I'd missed the emergence of the latest issue of Rejuvenation Research last month, which opens with this:
Possibly the biggest battle that I have had to fight over the past decade is to persuade people to take seriously the idea that it is time even to think about "reversing aging" while we remain so negligibly able even to slow aging down. The flaw in that logic is simple: it is that rejuvenation, i.e. the restoration of an organism's physiological state to how it was at an earlier age, will be achieved not by reversing the processes of aging but by repairing the accumulated damage that those processes create. To get back to where we came from, in other words, we do not need to retrace the route we took from there to here.

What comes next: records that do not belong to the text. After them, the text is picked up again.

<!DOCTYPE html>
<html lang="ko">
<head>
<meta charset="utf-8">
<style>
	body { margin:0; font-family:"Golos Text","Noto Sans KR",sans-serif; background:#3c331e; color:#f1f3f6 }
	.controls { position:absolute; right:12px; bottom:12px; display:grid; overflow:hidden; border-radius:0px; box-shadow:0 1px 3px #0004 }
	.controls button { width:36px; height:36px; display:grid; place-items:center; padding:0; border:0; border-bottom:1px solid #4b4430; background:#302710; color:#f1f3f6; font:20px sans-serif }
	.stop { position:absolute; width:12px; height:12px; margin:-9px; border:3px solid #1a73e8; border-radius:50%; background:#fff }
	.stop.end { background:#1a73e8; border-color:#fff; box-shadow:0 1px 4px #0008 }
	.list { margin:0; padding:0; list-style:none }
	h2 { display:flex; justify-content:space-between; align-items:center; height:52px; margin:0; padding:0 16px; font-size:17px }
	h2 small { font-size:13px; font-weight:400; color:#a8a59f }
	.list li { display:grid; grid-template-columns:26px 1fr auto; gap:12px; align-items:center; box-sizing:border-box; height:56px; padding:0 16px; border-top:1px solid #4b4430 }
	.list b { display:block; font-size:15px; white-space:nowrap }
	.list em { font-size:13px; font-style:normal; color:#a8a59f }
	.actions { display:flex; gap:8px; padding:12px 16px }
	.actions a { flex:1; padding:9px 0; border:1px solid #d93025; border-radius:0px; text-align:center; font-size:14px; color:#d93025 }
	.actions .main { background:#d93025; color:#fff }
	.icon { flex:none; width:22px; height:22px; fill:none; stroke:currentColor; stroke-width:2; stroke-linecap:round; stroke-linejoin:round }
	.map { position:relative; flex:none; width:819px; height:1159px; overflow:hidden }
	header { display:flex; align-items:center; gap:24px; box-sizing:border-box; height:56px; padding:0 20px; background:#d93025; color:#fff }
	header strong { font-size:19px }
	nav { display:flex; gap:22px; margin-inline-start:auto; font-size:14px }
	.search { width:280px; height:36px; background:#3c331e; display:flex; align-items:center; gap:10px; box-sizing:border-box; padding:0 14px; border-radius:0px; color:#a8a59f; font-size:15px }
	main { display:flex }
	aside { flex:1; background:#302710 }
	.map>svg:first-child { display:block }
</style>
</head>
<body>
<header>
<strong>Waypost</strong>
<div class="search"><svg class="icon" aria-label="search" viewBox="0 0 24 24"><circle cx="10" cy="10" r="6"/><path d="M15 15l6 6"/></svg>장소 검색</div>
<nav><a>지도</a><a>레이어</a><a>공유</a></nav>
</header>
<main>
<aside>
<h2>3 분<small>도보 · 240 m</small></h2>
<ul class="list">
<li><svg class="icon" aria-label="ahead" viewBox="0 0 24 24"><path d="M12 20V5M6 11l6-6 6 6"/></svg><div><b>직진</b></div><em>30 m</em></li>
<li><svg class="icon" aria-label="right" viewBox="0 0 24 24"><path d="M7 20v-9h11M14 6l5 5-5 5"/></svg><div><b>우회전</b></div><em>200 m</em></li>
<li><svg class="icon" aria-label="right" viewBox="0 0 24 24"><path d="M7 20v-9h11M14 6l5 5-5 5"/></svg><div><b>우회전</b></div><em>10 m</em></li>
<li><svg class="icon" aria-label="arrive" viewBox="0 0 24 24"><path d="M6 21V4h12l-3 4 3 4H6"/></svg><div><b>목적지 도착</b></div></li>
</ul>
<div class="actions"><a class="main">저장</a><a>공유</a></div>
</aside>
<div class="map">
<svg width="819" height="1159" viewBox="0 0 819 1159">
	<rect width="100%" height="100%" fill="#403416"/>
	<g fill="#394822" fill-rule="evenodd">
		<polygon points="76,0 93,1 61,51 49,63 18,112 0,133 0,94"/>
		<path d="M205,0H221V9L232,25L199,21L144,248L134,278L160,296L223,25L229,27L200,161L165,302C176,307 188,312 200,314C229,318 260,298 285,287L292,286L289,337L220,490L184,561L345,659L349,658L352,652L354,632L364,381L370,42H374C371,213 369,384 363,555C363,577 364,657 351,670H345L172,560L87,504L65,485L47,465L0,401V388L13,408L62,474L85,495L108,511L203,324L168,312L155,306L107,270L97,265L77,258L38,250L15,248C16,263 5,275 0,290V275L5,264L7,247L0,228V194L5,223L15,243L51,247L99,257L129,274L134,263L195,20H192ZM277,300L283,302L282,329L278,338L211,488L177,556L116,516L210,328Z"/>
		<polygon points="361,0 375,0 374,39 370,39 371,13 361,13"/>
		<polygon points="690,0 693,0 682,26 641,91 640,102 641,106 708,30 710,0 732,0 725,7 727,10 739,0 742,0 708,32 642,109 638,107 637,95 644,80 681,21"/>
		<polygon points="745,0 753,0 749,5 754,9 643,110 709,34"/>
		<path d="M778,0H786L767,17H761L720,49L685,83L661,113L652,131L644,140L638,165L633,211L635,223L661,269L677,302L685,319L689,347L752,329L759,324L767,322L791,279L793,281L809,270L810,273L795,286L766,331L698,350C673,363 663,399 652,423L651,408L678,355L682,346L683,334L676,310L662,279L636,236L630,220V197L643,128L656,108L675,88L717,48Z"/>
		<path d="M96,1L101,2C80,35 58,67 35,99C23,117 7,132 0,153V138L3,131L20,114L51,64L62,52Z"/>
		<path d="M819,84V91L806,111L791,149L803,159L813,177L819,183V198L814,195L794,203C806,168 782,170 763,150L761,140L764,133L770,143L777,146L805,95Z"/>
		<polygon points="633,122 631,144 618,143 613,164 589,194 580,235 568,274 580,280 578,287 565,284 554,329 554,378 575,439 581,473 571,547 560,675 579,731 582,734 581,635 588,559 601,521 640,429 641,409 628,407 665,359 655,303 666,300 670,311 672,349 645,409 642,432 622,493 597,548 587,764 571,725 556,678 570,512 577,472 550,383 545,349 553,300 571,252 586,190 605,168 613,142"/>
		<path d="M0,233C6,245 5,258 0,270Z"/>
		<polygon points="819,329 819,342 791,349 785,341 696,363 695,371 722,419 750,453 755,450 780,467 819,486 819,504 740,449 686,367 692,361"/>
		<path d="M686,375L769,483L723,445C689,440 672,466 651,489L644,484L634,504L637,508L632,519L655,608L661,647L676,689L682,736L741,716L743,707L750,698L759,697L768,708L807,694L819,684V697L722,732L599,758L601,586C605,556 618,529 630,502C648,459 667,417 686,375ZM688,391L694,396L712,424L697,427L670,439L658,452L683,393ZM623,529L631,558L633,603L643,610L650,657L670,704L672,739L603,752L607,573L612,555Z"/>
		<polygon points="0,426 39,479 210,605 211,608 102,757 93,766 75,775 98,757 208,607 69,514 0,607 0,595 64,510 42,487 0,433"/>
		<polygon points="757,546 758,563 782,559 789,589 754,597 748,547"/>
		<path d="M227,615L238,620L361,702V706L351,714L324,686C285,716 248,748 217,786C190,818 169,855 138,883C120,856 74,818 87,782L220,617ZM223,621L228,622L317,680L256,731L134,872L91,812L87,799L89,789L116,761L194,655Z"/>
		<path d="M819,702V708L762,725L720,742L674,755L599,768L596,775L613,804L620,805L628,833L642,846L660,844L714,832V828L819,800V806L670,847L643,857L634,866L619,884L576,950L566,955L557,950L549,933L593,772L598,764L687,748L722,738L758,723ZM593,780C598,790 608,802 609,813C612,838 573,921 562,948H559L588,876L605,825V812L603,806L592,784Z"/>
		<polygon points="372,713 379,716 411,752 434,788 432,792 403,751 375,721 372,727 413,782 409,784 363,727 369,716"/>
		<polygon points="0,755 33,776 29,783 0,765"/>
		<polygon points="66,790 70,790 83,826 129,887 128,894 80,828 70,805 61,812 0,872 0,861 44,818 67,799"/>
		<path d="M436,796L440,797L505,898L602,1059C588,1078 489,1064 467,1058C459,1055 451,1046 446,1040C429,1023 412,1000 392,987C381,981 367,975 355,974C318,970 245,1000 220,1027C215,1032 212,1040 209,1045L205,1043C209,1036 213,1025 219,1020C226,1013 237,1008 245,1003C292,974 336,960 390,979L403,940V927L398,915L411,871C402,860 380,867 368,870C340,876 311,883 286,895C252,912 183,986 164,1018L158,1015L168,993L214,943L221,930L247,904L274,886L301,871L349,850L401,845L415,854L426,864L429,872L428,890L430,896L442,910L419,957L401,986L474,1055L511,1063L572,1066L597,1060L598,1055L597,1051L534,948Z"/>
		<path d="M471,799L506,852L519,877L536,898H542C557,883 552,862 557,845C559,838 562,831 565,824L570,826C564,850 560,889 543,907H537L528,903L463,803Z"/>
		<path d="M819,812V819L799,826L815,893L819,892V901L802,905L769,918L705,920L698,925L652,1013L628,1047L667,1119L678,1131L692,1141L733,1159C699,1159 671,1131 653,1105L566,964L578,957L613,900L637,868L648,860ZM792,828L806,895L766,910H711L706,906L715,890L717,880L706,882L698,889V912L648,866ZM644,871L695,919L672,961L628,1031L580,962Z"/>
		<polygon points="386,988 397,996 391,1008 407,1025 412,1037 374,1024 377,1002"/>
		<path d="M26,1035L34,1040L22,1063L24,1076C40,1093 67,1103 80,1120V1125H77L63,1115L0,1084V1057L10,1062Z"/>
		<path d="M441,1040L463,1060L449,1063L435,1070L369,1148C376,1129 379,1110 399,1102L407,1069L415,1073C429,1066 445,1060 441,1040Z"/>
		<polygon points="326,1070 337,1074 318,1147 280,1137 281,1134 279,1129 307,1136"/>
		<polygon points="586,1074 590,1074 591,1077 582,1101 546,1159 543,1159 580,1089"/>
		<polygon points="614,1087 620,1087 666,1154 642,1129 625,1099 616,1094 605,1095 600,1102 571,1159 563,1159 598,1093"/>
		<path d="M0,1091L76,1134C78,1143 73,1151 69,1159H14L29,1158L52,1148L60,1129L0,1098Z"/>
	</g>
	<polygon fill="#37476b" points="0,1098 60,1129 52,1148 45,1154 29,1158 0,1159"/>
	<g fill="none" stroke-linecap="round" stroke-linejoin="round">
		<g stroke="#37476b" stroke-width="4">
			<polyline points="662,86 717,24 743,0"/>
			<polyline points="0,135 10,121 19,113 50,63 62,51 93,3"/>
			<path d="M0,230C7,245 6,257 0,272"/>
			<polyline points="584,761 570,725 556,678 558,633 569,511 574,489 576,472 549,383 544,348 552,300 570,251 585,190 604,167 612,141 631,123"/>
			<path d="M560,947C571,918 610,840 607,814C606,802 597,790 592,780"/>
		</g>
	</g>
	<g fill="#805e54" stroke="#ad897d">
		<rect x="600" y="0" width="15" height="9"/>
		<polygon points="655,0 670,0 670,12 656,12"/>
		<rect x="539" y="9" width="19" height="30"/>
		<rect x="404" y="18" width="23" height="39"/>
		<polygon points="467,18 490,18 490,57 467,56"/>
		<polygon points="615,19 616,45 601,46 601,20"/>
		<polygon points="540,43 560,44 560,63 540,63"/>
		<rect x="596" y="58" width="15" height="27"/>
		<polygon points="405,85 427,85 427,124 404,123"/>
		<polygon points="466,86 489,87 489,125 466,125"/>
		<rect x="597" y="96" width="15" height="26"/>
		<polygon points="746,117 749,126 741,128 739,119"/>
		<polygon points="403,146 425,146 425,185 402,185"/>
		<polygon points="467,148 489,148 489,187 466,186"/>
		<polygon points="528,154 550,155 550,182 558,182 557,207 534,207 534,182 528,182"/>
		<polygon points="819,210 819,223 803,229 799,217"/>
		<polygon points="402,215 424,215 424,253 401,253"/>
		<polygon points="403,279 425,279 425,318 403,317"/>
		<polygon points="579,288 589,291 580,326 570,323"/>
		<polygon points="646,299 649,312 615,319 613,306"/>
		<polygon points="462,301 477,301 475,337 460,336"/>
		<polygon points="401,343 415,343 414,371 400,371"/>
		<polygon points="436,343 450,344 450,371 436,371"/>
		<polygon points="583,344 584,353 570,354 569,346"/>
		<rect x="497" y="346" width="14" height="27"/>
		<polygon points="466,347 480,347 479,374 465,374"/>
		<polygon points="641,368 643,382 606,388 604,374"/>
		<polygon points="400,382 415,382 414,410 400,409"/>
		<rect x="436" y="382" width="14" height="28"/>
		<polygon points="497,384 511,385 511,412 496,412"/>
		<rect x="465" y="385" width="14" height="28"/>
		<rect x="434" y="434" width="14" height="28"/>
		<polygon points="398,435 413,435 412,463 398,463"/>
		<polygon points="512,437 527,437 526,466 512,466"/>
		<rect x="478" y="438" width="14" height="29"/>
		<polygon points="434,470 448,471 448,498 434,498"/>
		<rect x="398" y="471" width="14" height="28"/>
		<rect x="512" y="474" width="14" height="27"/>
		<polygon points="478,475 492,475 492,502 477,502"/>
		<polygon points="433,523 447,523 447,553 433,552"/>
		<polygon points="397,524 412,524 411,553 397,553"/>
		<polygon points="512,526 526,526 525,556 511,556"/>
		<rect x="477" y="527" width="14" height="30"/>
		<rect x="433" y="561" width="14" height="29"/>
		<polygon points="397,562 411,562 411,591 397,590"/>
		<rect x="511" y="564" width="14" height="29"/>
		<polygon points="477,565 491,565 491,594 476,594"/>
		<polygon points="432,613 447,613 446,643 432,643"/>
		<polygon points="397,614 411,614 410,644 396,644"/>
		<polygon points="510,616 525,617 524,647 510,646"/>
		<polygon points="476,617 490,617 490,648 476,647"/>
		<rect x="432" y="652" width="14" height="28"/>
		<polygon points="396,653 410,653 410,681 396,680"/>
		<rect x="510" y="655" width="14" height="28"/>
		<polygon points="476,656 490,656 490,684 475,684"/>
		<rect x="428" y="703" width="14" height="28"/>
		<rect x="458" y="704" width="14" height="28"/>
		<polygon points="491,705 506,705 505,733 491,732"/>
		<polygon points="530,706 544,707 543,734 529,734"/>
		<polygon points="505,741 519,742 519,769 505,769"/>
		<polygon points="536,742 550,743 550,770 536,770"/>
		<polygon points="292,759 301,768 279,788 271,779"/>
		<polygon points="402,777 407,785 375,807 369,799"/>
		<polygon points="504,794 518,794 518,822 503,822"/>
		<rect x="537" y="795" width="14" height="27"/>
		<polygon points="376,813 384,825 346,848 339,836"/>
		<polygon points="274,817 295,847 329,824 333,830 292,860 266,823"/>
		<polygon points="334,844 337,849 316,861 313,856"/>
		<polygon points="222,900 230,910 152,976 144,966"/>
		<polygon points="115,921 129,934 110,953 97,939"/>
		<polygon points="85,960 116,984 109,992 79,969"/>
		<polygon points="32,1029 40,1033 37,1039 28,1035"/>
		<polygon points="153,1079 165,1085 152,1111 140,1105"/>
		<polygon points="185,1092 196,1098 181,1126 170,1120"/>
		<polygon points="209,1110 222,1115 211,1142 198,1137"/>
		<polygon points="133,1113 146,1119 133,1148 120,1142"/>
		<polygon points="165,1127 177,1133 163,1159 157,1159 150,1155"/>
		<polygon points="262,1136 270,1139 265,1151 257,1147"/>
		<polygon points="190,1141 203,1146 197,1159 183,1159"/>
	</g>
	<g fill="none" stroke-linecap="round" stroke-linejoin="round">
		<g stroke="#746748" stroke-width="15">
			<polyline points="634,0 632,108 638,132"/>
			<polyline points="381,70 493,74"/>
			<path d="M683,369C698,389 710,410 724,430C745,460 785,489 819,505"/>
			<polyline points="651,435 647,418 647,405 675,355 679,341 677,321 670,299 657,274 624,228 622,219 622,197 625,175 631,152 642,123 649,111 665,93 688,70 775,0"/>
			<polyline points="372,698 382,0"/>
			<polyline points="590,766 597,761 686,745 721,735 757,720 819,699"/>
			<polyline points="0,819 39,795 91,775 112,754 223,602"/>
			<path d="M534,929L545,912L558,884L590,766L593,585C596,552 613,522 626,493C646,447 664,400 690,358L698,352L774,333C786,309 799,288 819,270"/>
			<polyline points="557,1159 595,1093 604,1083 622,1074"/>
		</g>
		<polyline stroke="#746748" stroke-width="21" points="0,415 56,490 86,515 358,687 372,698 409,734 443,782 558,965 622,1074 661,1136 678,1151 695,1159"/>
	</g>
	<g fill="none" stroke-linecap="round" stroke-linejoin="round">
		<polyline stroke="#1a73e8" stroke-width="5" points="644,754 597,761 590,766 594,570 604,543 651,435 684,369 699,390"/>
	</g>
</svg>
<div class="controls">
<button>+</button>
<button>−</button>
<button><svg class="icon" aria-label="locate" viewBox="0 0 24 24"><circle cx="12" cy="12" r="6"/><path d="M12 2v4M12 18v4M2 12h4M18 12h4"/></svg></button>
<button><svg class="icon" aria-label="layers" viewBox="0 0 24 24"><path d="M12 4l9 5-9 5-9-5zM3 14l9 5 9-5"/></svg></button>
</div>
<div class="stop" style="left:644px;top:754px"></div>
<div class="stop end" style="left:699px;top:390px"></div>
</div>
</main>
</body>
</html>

Any route will do, and in this case there turns out to be a vastly more plausible route than the retracing one.
The debate over the the large-scale course of longevity science, focusing on either repair of aging (thus effectively reversing its effects) or slowing aging through re-engineering human metabolism, will determine how long we all live.
It is likely to be easier and less costly to produce rejuvenation therapies than to produce a reliable and significant slowing of aging. A rejuvenation therapy doesn't require a whole new metabolism to be engineered, tested, and understood - it requires that we revert clearly identified changes to return to a metabolic model that we know works, as it's used by a few billion young people already. Those rejuvenation therapies will be far more effective than slowing aging in terms of additional years gained, since you can keep coming back to use them again and again. They will also help the aged, who are not helped at all by a therapy that merely slows aging.
Whatever the course of research, the first resulting widespread therapies to significantly extend healthy human life are two or more decades away. Most of us will be old before the second generation of better and more reliable therapies emerges thereafter. Thus repair strategies for ongoing research must come to dominate the funding landscape over the next decade if we are to see meaningful progress in engineered human longevity within our lifetimes. Slowing aging will be of little use to us by the time it becomes available.
All of this means that this scientific debate is far too important for all of us to refrain from participation. We should all absolutely dive in and loudly offer our own opinions on the topic, and help the researchers and fundraisers focused on repair biotechnologies succeed in their aims: it is, after all, the future of all our lives on the line.